The historical journey was long and arduous. The Belarusian people made numerous sacrifices on the altar of freedom. Many among the living perished in the self-sacrificing struggle for the welfare and prosperity of our people. Eternal glory to these valiant giants. The Motherland shall forever honour their names.
Yet, the Belarusian people did not stand alone in their struggle. Beside them, another people, the ancient and martyred Jewish community, toiled and fought, their sweat, tears, and blood mingling with the soil of Belarus for centuries.
The torment inflicted by the oppressors upon the faith and lives of the children of Israel was immeasurable. The Russian autocracy believed that it could quench the people’s anger with Jewish blood, even though the Jewish community had repeatedly attempted to break the chains of tyrannical rule. The Polish feudals, in collusion with their oppressors, actively participated in fanning the flames of hatred.
The Jewish people comprehended that they could not hope for compassion from their captors, and that only through struggle could they secure the right to life and freedom.
With this understanding, the Jewish community extended a fraternal hand to their brethren in adversity, the Belarusian people, in pursuit of their shared goal: the struggle for their homeland, culture, and national sovereignty.
On the momentous day of 25th March 1918, the day of the Declaration of Independence of the Belarusian People’s Republic, the collective will of these two sovereign nations resonated loudly and clearly throughout the world for the first time. No mercenary bayonets, no machinations or schemes of chauvinistic imperialists shall deter the Belarusians from the path they have chosen. The inexorable logic of history shall compel recognition of those peoples who earnestly seek an end to fratricide, as they pursue their national ideals, to pacify the turbulent passions and afford our neighbouring nations the opportunity to exchange swords for ploughshares and hammers.
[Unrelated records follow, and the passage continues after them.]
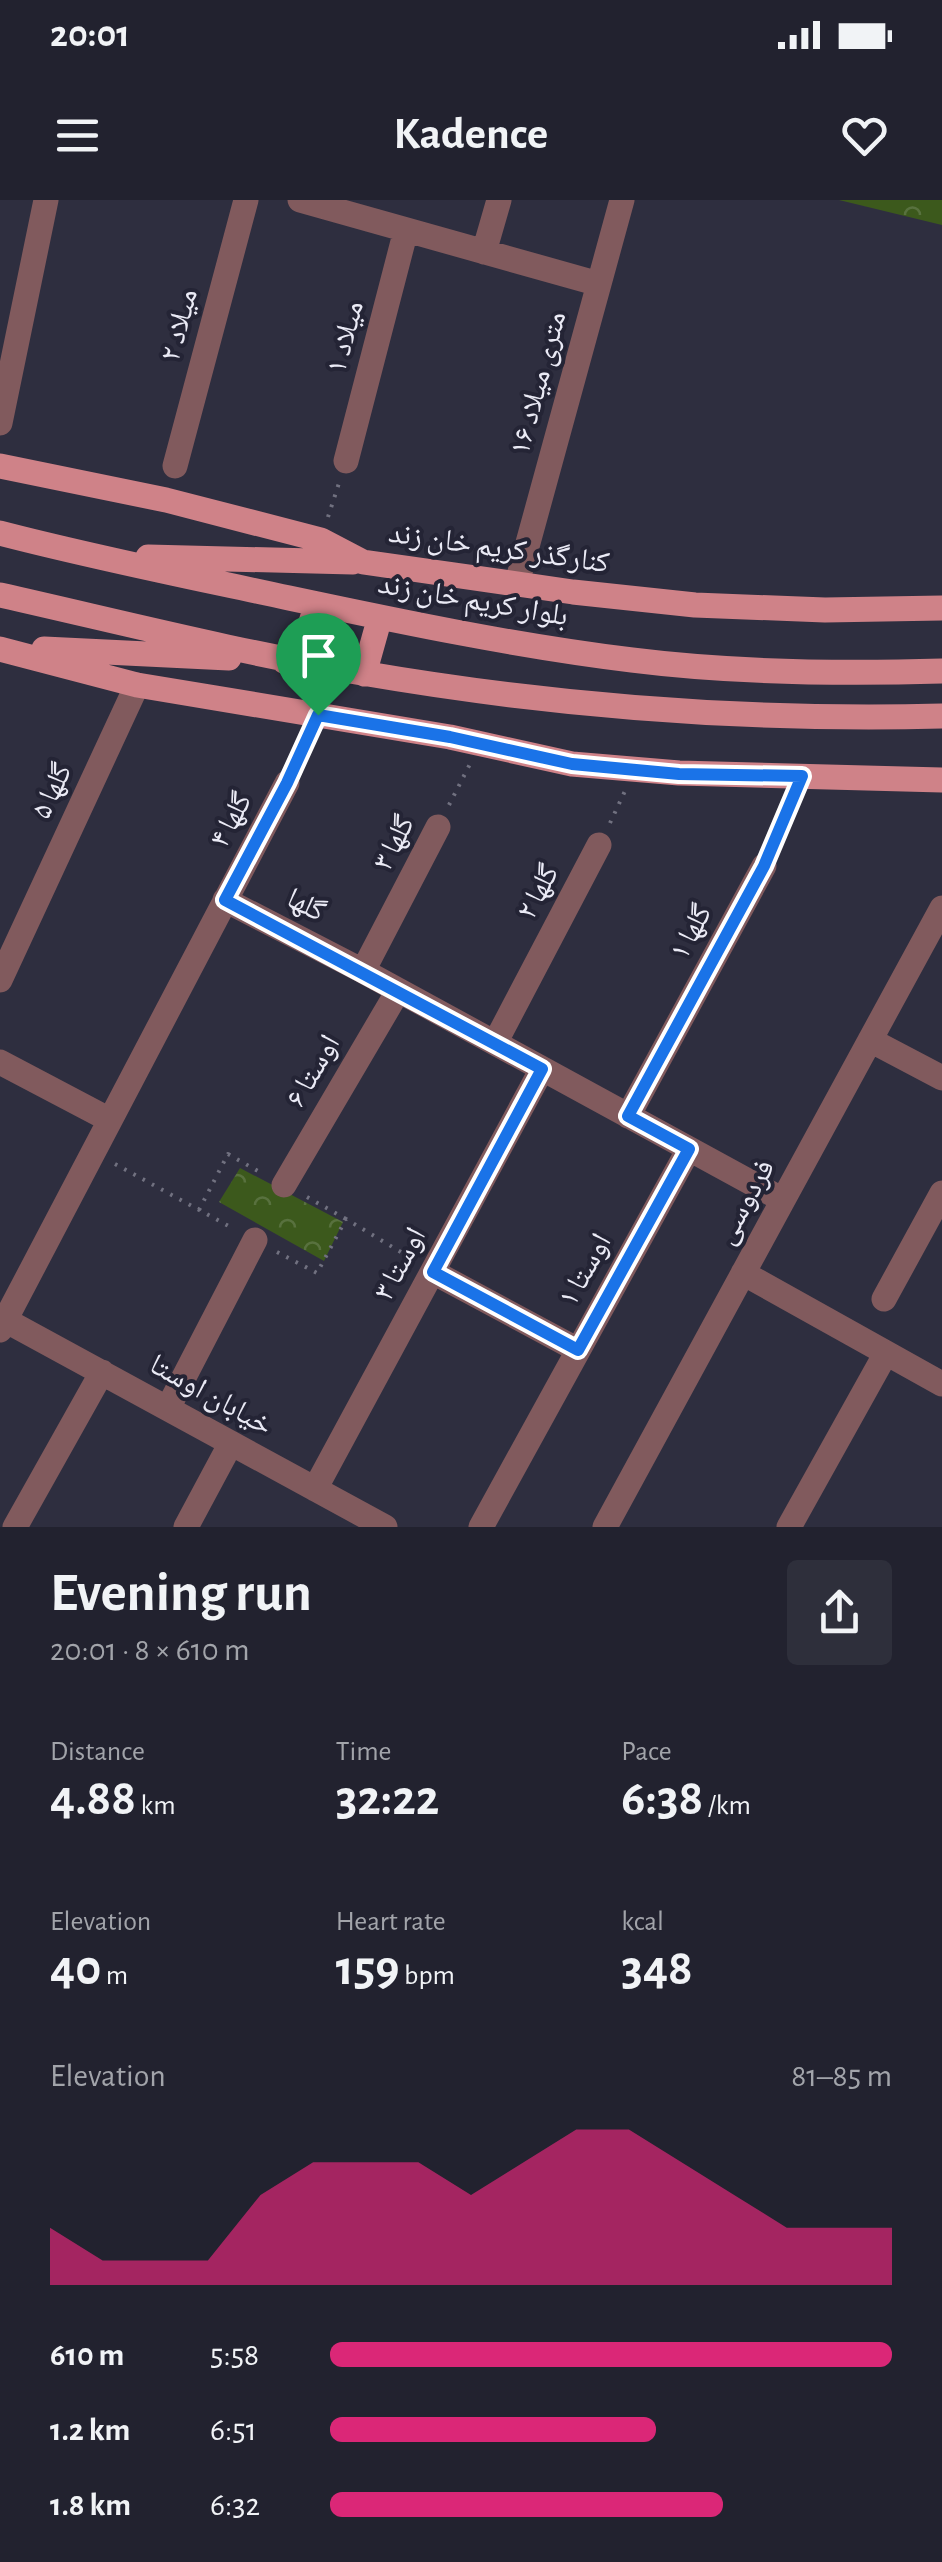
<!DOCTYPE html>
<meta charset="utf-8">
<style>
body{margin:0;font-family:"Alegreya Sans","Noto Naskh Arabic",sans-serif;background:#2e2f3b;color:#f1f3f6;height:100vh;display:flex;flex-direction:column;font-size:38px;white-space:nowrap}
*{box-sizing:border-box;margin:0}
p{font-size:32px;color:#a2a4aa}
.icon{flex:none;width:55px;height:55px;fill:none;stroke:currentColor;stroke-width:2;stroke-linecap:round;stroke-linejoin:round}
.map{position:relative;height:1327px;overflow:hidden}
.panel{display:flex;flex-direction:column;background:#22222f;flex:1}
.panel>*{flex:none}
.pin{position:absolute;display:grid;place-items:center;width:85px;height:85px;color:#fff;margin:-102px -42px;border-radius:50% 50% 50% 0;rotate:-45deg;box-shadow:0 0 10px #0007}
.pin .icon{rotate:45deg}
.round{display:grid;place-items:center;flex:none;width:105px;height:105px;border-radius:10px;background:#2e2f3b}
.head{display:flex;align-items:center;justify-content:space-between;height:170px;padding:0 50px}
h1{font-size:55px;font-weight:600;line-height:75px}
.figures{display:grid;grid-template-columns:repeat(3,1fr);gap:15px;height:170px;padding:10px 50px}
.figures div{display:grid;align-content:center}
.figures b{font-size:50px;font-weight:600}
.figures small{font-size:28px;font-weight:400}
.figures p{font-size:28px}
.chart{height:280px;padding:20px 50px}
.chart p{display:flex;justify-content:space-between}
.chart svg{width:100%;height:180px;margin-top:10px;fill:#db2777;opacity:.7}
ul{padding:0 50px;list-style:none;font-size:32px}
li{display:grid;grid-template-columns:160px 120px 1fr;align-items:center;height:75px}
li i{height:25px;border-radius:12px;background:#db2777}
.status{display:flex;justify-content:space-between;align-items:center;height:70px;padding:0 50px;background:#22222f;direction:ltr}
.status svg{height:28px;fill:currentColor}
header{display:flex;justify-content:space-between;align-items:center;height:130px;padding:0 50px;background:#22222f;font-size:45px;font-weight:600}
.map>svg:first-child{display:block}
.park{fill:url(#park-crowns)}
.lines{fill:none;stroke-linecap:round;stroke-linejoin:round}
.path{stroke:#717180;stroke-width:4;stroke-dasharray:2.5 8;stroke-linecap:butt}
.minor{stroke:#815a5d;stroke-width:25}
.major{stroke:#cf8288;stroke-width:25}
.route-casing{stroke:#fff;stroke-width:20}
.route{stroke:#1a73e8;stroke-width:12}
.labels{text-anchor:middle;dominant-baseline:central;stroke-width:8;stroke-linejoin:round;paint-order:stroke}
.street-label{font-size:30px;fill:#eaeaf5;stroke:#242435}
</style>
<div class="status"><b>20:01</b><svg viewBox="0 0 49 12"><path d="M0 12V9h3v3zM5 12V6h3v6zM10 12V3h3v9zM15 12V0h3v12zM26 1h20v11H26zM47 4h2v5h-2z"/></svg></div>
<header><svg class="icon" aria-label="menu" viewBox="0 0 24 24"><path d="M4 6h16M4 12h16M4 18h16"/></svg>Kadence<svg class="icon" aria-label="heart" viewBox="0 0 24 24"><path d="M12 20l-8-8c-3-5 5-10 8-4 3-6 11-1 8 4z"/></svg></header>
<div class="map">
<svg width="942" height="1327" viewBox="0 0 942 1327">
<defs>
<pattern id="park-crowns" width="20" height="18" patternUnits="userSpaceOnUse" patternTransform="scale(2.5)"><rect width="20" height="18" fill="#3c591c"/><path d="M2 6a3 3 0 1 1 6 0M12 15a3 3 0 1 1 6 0" fill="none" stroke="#58713e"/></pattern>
</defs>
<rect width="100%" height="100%" fill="#2e2e3f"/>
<path class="park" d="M 839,0 L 942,0 L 942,25 Z
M 240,968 L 343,1022 L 324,1061 L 219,1002 Z"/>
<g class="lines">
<path class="path" d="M 328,317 L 339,283
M 297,560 L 308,537
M 449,605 L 470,564
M 610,623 L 625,591
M 773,643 L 791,602
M 115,964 L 234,1029
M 307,997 L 346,1019
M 199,1010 L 228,954 L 263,974
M 277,1052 L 317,1073 L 346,1019 L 414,1060"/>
<path class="minor" d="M 300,0 L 599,84
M 484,52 L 499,0
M 0,223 L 46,0
M 346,261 L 406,30
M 175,266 L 246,0
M 517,383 L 622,0
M 225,700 L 363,771 L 783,1000
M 363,771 L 438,627
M 0,780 L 137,485
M 870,840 L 942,878
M 495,843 L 599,645
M 0,862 L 110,920
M 628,916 L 764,666
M 284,985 L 398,791
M 433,1072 L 578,1150
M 743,1073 L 942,1184
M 884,1099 L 942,993
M 5,1120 L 385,1327
M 0,1130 L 287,583
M 168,1208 L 255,1040
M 315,1289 L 542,869
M 15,1327 L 102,1172
M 186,1327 L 231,1243
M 481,1327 L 689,949
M 605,1327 L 942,708
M 789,1327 L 886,1153"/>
<path class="major" d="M 0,266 L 166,300 L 321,340 L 363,362 L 573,392 L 695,405 L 825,410 L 942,408
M 0,333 C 96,358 192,377 289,398 C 402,422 517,446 632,460 C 735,473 839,474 942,471
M 148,357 L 353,362
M 0,395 C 120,422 241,453 362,473 C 554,506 747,521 942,516
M 0,449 L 137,485 L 450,537 L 572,564 L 679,573 L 942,580
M 44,449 L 229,458
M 284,461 L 298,462 L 317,404
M 364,474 L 380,417"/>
</g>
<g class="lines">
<defs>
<path id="route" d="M 318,515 L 450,537 L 572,564 L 679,574 L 802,576 L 764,666 L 628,916 L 689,949 L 578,1150 L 433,1072 L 542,869 L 225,700 L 287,583 Z"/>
</defs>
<use href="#route" class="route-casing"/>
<use href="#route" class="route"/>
</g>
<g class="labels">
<g class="street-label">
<text transform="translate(179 125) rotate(-75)">میلاد ۲</text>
<text transform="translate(345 137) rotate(-75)">میلاد ۱</text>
<text transform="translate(538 183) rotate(-75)">۱۶ متری میلاد</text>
<text transform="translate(499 348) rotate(8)">کنارگذر کریم خان زند</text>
<text transform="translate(473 400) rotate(10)">بلوار کریم خان زند</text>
<text transform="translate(52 591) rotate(-65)">گلها ۵</text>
<text transform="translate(231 620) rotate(-62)">گلها ۴</text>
<text transform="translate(394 643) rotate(-63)">گلها ۳</text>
<text transform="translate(538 692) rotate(-62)">گلها ۲</text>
<text transform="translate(306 705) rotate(27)">گلها</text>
<text transform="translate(691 732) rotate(-62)">گلها ۱</text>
<text transform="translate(313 871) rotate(-60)">اوستا ۶</text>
<text transform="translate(745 1002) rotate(-61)">فردوسی</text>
<text transform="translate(400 1064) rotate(-62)">اوستا ۳</text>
<text transform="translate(585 1070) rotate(-61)">اوستا ۱</text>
<text transform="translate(211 1195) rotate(29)">خیابان اوستا</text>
</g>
</g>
</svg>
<div class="pin" style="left:318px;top:515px;background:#1e9e55"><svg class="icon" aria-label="arrive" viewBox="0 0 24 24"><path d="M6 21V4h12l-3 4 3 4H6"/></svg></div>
</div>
<section class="panel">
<div class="head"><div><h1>Evening run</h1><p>20:01 · 8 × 610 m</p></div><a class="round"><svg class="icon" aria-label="share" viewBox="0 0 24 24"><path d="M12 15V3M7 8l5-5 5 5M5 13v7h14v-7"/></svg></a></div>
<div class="figures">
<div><p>Distance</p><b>4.88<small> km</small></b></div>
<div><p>Time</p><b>32:22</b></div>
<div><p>Pace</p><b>6:38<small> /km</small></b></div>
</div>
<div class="figures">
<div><p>Elevation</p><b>40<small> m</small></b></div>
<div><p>Heart rate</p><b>159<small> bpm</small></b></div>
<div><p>kcal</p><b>348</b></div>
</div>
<div class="chart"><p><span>Elevation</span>81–85 m</p>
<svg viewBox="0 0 160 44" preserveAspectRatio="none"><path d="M0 44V30L10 38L20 38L30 38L40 22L50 14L60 14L70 14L80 22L90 14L100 6L110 6L120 14L130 22L140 30L150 30L160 30V44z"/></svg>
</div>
<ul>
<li><b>610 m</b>5:58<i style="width:100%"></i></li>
<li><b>1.2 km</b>6:51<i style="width:58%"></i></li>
<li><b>1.8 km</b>6:32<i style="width:70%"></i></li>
</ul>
</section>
On this momentous day in history, the Belarusian Council [the BNR Rada], upon assuming power from the All-People’s Belarusian Congress, raised a true national flag for the first time, bearing the hallowed inscriptions:
1. The Independence of the Belarusian Democratic Republic as a free and sovereign state.
2. The transfer of all land to the working people, safeguarding their labour.
3. The sovereignty of the Belarusian and Jewish nations and their complete union into one state, the Belarusian People.
4. The civil equality of all nations residing in Belarus, regardless of their faith, and the full fulfilment of their religious and cultural requirements.
These are noble ideals. To live, to strive, and to honourably give one’s life beneath this banner is a source of great happiness.
On the third anniversary of this grand national celebration, the Belarusian Rada and the executive authority, represented by the Council of Ministers, do not call upon you for death, but for life and the pursuit of the sacred ideals bequeathed to us by the heroic champions of happiness and freedom for the Belarusian people.
Citizens! We have unwavering faith that on this momentous day, every honest Belarusian heart beats in unison with ours and resounds with the cry: Glory to the Belarusian Democratic Republic! Long live Belarusian Independence!